BEGIN Records for this exercise

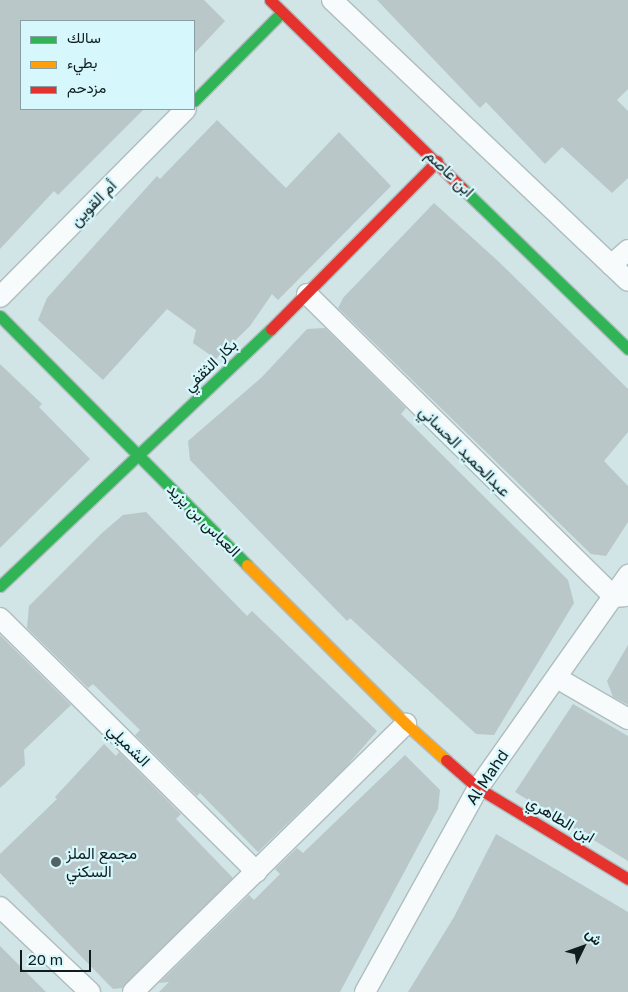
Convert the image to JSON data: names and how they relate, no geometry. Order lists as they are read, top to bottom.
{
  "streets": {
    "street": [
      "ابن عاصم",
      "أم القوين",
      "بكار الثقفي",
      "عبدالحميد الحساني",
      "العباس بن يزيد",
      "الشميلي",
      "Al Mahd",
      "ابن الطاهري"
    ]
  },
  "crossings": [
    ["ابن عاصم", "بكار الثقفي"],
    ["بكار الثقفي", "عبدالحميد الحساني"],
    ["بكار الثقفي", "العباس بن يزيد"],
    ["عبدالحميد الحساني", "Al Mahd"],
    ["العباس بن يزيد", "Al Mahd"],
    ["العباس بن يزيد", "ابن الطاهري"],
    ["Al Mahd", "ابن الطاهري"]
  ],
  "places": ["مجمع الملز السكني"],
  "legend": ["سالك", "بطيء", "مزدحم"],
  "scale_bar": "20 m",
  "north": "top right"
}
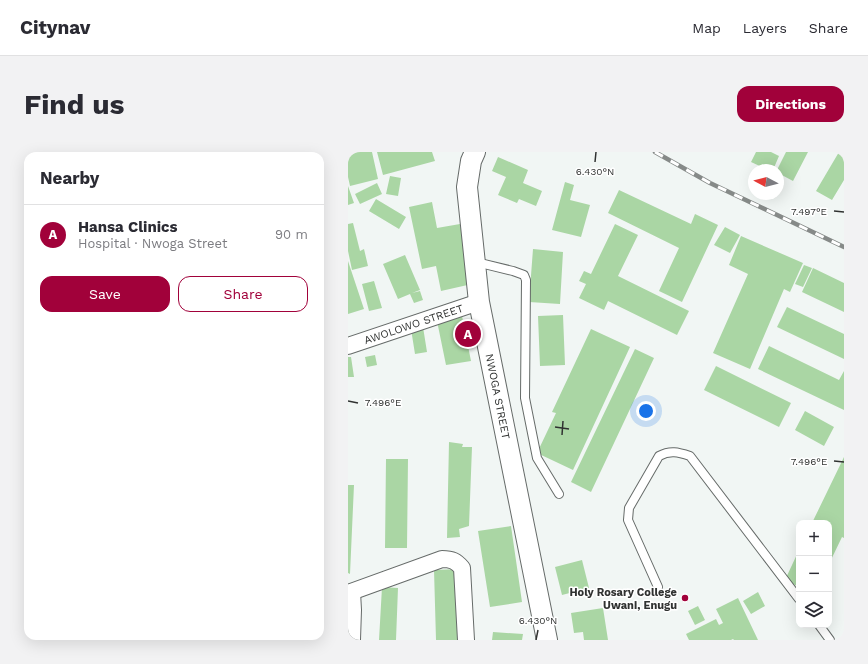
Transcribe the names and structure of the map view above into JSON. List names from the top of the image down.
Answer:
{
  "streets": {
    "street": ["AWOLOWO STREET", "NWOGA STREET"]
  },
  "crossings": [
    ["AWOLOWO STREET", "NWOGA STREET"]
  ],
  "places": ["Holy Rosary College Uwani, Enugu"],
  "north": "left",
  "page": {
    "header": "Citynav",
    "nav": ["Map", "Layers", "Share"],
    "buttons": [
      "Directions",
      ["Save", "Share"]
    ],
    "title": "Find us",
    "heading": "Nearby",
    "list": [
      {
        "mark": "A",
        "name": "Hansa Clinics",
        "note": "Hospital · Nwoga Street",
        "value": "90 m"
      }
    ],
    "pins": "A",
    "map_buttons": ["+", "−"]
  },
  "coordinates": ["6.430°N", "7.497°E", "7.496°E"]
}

END Records for this exercise

» Work item:
The pictures stay out; copy the rest of the data word for word.

» Output of the exercise:
Convert the image to JSON data: names and how they relate, no geometry. Order lists as they are read, top to bottom.
{
  "streets": {
    "street": [
      "ابن عاصم",
      "أم القوين",
      "بكار الثقفي",
      "عبدالحميد الحساني",
      "العباس بن يزيد",
      "الشميلي",
      "Al Mahd",
      "ابن الطاهري"
    ]
  },
  "crossings": [
    ["ابن عاصم", "بكار الثقفي"],
    ["بكار الثقفي", "عبدالحميد الحساني"],
    ["بكار الثقفي", "العباس بن يزيد"],
    ["عبدالحميد الحساني", "Al Mahd"],
    ["العباس بن يزيد", "Al Mahd"],
    ["العباس بن يزيد", "ابن الطاهري"],
    ["Al Mahd", "ابن الطاهري"]
  ],
  "places": ["مجمع الملز السكني"],
  "legend": ["سالك", "بطيء", "مزدحم"],
  "scale_bar": "20 m",
  "north": "top right"
}
Transcribe the names and structure of the map view above into JSON. List names from the top of the image down.
Answer:
{
  "streets": {
    "street": ["AWOLOWO STREET", "NWOGA STREET"]
  },
  "crossings": [
    ["AWOLOWO STREET", "NWOGA STREET"]
  ],
  "places": ["Holy Rosary College Uwani, Enugu"],
  "north": "left",
  "page": {
    "header": "Citynav",
    "nav": ["Map", "Layers", "Share"],
    "buttons": [
      "Directions",
      ["Save", "Share"]
    ],
    "title": "Find us",
    "heading": "Nearby",
    "list": [
      {
        "mark": "A",
        "name": "Hansa Clinics",
        "note": "Hospital · Nwoga Street",
        "value": "90 m"
      }
    ],
    "pins": "A",
    "map_buttons": ["+", "−"]
  },
  "coordinates": ["6.430°N", "7.497°E", "7.496°E"]
}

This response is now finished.